Portfolio Design Beliefs

Portfolio Design Beliefs

The foundation of a solid process is a set of beliefs that drive it. Determining beliefs helps to maintain focus, build consensus, and promote success. More importantly, these beliefs provide guideposts to assure a constant application of a disciplined investment philosophy.

The essential building blocks of any asset allocation process and its subsequent recommendations are to first understand what one stands for. These beliefs, outlined here, help drive the LPL Financial Research asset allocation framework that positions you with the best opportunities for investment success.

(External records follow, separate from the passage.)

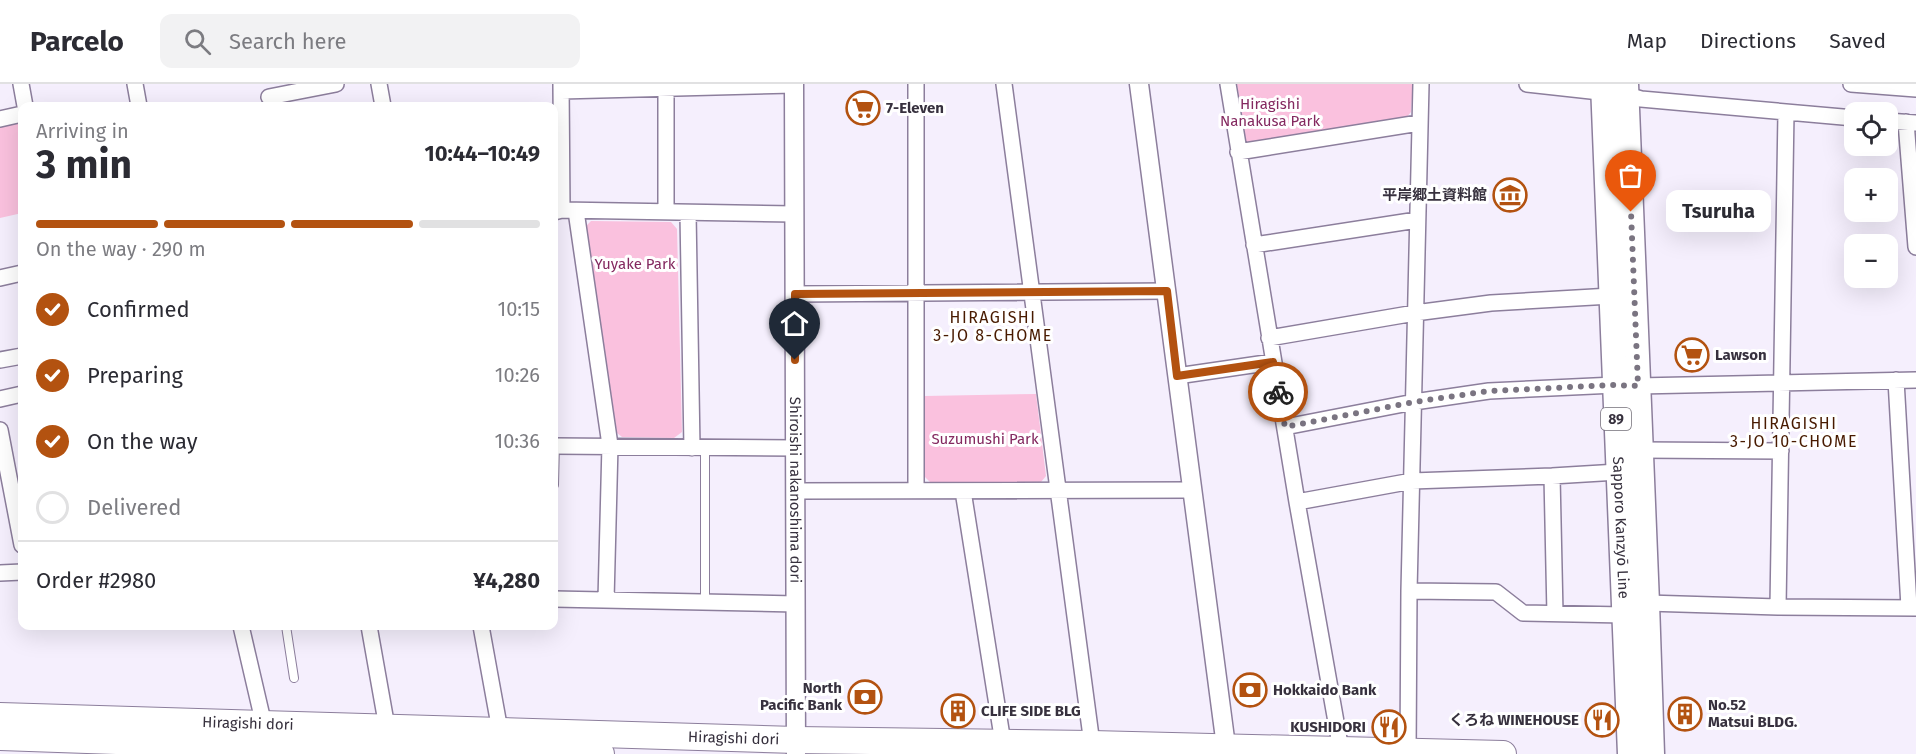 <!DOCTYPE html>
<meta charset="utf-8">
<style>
body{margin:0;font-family:"Fira Sans","Noto Sans JP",sans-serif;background:#f2f2f3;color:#2b2b33;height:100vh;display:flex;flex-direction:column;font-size:22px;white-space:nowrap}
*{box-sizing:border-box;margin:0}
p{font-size:20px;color:#7c7c81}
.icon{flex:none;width:33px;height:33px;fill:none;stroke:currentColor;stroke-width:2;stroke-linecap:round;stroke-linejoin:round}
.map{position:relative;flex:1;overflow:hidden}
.sheet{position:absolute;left:18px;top:18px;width:540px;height:528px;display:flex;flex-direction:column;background:#fff;border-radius:12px;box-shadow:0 6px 24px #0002}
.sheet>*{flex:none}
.tools{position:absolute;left:1844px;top:18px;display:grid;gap:12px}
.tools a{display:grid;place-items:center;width:54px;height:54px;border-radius:12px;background:#fff;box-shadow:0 6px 24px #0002;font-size:30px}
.pin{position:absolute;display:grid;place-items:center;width:51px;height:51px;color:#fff;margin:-62px -26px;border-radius:50% 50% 50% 0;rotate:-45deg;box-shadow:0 0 6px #0007}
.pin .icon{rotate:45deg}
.courier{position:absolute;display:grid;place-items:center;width:60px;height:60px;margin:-30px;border:4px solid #b35210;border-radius:50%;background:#fff;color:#222;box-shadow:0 2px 8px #0007}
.bubble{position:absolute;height:42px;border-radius:12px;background:#fff;box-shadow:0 6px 24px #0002;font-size:20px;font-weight:700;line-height:42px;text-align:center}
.overview em{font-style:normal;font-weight:700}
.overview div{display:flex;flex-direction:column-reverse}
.overview{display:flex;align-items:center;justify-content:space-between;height:102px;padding:0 18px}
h1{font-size:39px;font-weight:700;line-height:45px}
.bar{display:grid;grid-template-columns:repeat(4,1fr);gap:9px 6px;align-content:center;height:72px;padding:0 18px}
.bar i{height:8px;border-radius:4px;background:#e1e1e2}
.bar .current{background:#b35210}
.bar p{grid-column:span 4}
.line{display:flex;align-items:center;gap:15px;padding:0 18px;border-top:2px solid #e1e1e2}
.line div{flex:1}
ol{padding:0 18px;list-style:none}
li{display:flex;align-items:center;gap:18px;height:66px}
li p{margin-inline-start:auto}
li .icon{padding:6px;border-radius:50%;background:#b35210;color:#fff;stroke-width:4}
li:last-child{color:#7c7c81}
li i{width:33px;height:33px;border:3px solid #e1e1e2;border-radius:50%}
header{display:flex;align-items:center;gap:36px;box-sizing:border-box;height:84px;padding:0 30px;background:#fff;border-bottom:2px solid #e1e1e2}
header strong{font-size:28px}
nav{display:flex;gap:33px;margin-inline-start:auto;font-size:21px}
.search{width:420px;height:54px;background:#f2f2f3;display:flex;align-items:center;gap:15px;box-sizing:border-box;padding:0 21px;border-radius:12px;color:#7c7c81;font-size:22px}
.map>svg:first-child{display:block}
.green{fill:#fac1de}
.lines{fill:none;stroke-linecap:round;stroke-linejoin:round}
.service-casing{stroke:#8c7e9c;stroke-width:10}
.minor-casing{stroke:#8c7e9c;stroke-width:18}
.tertiary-casing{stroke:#8c7e9c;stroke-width:21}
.primary-casing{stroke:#8c7e9c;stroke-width:27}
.trunk-casing{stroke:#8c7e9c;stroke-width:28}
.service{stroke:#fff;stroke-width:8}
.minor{stroke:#fff;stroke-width:15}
.tertiary{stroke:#fff;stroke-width:18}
.primary{stroke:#fff;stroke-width:24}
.trunk{stroke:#fff;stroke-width:26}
.done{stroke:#7a7481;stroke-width:6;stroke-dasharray:0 10.8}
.route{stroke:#b35210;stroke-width:8}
.labels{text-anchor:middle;stroke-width:6;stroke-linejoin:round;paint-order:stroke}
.shield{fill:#fff;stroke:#736f78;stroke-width:1.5}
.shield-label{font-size:14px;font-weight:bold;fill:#37313e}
.park-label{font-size:15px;fill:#842960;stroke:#fff}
.poi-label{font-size:15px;font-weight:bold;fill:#37313e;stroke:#fff;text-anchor:start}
.street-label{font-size:15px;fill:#37313e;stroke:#fff}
.neighbourhood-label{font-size:16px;letter-spacing:1.5px;fill:#481a00;stroke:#fff}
</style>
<header>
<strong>Parcelo</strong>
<div class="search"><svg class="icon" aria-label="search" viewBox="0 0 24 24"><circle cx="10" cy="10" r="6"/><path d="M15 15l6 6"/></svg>Search here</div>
<nav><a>Map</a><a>Directions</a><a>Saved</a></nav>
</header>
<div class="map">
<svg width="1916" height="670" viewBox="0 0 1916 670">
<rect width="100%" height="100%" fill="#f5effd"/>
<!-- green -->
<path class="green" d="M1237 0H1413L1411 28 1406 34 1252 61 1246 58Z
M17 37 22 41V129L0 134V41Z
M591 137 671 138 677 145 682 348 674 354 622 353 617 349 586 142Z
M1036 310 1046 392 1041 398 931 399 925 393V312Z"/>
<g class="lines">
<defs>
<path id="service" d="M554 401 555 360
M705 518V364
M286 542 294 594"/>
<path id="minor" d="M21 0 25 22
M135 0 139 22
M379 0 383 22
M561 0 562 126
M916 0V406
M1004 0 1092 660
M1228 0 1297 418 1341 666
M1527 0 1627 11 1641 15 1854 34
M1851 0 1916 5
M561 7 794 1
M269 13 336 0
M0 35 22 30
M1887 37 1916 39
M1906 38 1916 163
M1238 68 1419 39
M576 127 610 361 606 516
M554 128 562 126 794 130
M666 128V5
M688 129 692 364
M1254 161 1417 136
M0 194 22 189
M795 210 1167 207
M1269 254 1415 229 1491 219 1611 212
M0 276 22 272
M1177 292 1273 278
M1896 296 1909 523
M0 315 22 310
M1285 343 1414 318 1489 307 1615 301 1638 302 1916 296
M0 346 22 461
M554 362 796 364
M1641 366 1781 367
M1552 392 1555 530
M796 407 1191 406
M963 407 1004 665
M1297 418 1412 397 1552 392 1618 388
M0 489 22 488
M1409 507 1496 508 1523 529 1624 531
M554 515 796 520
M1647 519 1778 523 1916 524
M1778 523 1786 28
M241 542 264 641 263 647
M369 542 388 649
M481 542 501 652
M1408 670 1409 507 1421 0"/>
<g id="tertiary">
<path id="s1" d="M794 0 796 670"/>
<path d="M1139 0 1227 670"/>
</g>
<g id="primary">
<path id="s2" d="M1603 0 1630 670"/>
<path d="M1626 0 1647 519 1652 670"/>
</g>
<g id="trunk">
<path id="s3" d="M0 632 796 656 1092 660 1503 670"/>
<path d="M0 653 261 662 601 670"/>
</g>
</defs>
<!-- service casing -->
<use href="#service" class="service-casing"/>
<!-- minor casing -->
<use href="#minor" class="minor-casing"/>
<!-- tertiary casing -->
<use href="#tertiary" class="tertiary-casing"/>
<!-- primary casing -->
<use href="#primary" class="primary-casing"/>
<!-- trunk casing -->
<use href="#trunk" class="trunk-casing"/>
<!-- service -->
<use href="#service" class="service"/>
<!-- minor -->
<use href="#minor" class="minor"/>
<!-- tertiary -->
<use href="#tertiary" class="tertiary"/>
<!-- primary -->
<use href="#primary" class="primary"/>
<!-- trunk -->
<use href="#trunk" class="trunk"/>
</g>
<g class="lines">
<!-- done -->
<path class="done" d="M1278 308 1285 343 1414 318 1489 307 1614 301 1638 302 1631 128"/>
<!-- route -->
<path class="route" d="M795 276V210L1167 207 1177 292 1273 278 1278 308"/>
</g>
<!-- icons -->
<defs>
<symbol id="supermarket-ring" viewBox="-11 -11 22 22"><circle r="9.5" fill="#fff" stroke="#b35210" stroke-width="1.5"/><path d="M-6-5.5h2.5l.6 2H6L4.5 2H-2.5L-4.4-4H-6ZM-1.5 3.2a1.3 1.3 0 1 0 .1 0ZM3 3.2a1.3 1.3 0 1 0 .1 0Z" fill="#b35210"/></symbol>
<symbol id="museum-ring" viewBox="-11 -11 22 22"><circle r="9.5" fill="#fff" stroke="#b35210" stroke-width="1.5"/><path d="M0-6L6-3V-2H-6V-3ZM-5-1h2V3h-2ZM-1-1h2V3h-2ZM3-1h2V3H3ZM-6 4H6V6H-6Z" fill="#b35210"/></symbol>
<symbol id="bank-ring" viewBox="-11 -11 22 22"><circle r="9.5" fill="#fff" stroke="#b35210" stroke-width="1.5"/><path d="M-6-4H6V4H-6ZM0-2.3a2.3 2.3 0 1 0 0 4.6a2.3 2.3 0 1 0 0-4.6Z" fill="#b35210"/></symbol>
<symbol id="building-ring" viewBox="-11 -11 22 22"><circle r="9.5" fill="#fff" stroke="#b35210" stroke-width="1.5"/><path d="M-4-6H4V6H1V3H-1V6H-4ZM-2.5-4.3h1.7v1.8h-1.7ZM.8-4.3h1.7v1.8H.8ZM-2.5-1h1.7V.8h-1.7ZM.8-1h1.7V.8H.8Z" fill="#b35210"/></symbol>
<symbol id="restaurant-ring" viewBox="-11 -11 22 22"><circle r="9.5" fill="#fff" stroke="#b35210" stroke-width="1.5"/><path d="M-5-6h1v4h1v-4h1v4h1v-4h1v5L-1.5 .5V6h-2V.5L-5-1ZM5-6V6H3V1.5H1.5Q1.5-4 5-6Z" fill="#b35210"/></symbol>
</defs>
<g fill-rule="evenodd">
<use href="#supermarket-ring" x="844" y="5" width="38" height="38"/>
<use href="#museum-ring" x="1491" y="92" width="38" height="38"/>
<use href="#supermarket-ring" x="1673" y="252" width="38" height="38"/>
<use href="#bank-ring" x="1231" y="587" width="38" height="38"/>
<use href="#bank-ring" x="846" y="594" width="38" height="38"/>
<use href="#building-ring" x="939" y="608" width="38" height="38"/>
<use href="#building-ring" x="1666" y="611" width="38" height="38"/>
<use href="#restaurant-ring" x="1583" y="617" width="38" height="38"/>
<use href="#restaurant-ring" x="1370" y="624" width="38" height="38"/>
</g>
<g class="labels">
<!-- shield labels -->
<rect class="shield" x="1601" y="324" width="30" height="22" rx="4.5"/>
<g class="shield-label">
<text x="1616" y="340">89</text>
</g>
<!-- park labels -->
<g class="park-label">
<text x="1270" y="25">Hiragishi<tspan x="1270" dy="17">Nanakusa Park</tspan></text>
<text x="635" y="185">Yuyake Park</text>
<text x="985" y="360">Suzumushi Park</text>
</g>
<!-- poi labels -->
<g class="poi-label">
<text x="886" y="29">7-Eleven</text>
<text x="1487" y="116" text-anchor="end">平岸郷土資料館</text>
<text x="1715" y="276">Lawson</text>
<text x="842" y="609" text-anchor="end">North<tspan x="842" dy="17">Pacific Bank</tspan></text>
<text x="1273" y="611">Hokkaido Bank</text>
<text x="1708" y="626">No.52<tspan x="1708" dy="17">Matsui BLDG.</tspan></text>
<text x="981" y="632">CLIFE SIDE BLG</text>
<text x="1579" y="641" text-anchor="end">くろね WINEHOUSE</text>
<text x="1366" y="648" text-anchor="end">KUSHIDORI</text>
</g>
<!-- street labels -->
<g class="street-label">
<text dy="5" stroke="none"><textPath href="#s1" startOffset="406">Shiroishi nakanoshima dori</textPath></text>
<text dy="5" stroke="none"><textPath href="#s2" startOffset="444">Sapporo Kanzyō Line</textPath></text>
<text dy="5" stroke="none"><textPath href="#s3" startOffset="248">Hiragishi dori</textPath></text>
<text dy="5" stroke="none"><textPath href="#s3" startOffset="734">Hiragishi dori</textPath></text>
</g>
<!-- neighbourhood labels -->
<g class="neighbourhood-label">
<text x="993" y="239">HIRAGISHI<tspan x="993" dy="18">3-JO 8-CHOME</tspan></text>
<text x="1794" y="345">HIRAGISHI<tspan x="1794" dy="18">3-JO 10-CHOME</tspan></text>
</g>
</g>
</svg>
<div class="tools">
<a><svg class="icon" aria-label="locate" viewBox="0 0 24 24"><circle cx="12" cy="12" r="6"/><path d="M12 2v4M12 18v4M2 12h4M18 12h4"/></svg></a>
<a>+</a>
<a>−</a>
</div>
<div class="pin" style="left:1631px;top:128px;background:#ea580c"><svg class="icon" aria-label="bag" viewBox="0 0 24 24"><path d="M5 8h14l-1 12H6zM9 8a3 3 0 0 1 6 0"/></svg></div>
<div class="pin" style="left:795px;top:276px;background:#1f2937"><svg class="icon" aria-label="home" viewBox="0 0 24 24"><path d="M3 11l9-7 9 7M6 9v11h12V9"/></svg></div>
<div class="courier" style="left:1278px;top:308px"><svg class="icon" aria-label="bike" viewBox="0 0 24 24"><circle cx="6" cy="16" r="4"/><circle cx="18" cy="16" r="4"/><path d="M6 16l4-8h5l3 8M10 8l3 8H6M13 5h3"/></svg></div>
<div class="bubble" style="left:1666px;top:106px;width:105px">Tsuruha</div>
<section class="sheet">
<div class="overview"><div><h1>3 min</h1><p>Arriving in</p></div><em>10:44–10:49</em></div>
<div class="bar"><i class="current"></i><i class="current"></i><i class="current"></i><i></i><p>On the way · 290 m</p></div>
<ol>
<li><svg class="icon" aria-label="check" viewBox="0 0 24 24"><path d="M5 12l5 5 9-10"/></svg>Confirmed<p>10:15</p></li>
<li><svg class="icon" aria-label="check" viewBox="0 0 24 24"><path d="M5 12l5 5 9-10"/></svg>Preparing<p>10:26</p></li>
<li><svg class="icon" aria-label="check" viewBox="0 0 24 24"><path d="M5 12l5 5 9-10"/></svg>On the way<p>10:36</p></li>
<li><i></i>Delivered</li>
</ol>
<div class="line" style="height:78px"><div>Order #2980</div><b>¥4,280</b></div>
</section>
</div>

  • Price matters. There is really only one rule that works in investing: buying low and selling high garners positive returns. Knowing the price of an asset class relative to its historical trends helps to determine the future price of that asset class. In the end, one can only achieve an average rate of return if one starts at an average price. By focusing on asset classes that are poised to benefit from reversion to the mean, LPL Financial Research positions clients for future success. Thus, we believe that where one starts is a key determinant of where one ends up.
  • There is no value premium. We do not agree with an industry misconception that there exists a value premium, which implies that the value style is a fundamentally better investment than growth. In the end, the value style is not always undervalued relative to growth. Thus, our price matters belief drives our process to focus on the style, value or growth, which has the best opportunity for future success.  Additionally, history shows that the key differential in total return between value and growth has been the yield spread (difference in dividends); however, this differential has been on the decline. We believe that allocations between value and growth should not be predicated on an imbedded value premium, but rather which offers the better chance of future success.
  • There is no small cap premium. Similar to the value premium argument, the industry has a misguided belief that small cap stocks offer a return premium over large cap stocks. History shows that small and large company stocks are both attractive, but neither offers a consistent return premium over the other. Thus, we believe that allocations between different market caps should not be based on an implied premium, but rather which offers the better future investment opportunity.
  • There is neither an international premium nor international discount. With continued globalization, some of the inherent risk exposure and return benefits historically present in international investing are becoming more negligible. Therefore, international investment should be viewed as another option in the asset allocation puzzle—on par with other domestic equity investments. We believe that there is not an inherent premium or discount in international investing.
  • Implementation matters. There are three levels of asset allocation: strategic asset allocation, tactical asset allocation, and implementation. The best strategic asset allocation or tactical asset allocation is irrelevant if one cannot invest to take advantage of these opportunities. We believe in creating an asset allocation recommendation, we must ensure the resulting strategy can be optimally implemented.
  • More diversification is better than less. Though we always position the portfolios to the most attractive asset classes, there is always the risk of being wrong. The best hedge for being wrong is to diversify. We believe allocating assets to more investments than less—if done with consideration to how those investments combine—is prudent.
  • Each asset class warrants its own spotlight. Each asset class being considered for usage in our asset allocation models deserves it own set of expected return and risk assumptions. Simply making assumptions for the core asset class and then dividing the consequent allocation to get style or cap allocations is not effective. We believe all asset classes are not equal—nor should their expected risk and return assumption be.
  • Cash needs to be managed too. Cash is an important component of a portfolio. It can offer downside protection qualities and reduces the need for multiple transactions when clients need distributions. However, our goal is to garner long-term returns above those attained by cash. We believe, therefore, that the right balance of return potential and distribution convenience needs to be weighed at all times when establishing the strategic and tactical weights to cash.

Beliefs

Not only must our asset allocation be something our advisors can implement, but also it must also be something they want to implement for you. We believe we must take your needs and wants into consideration when creating our asset allocation models.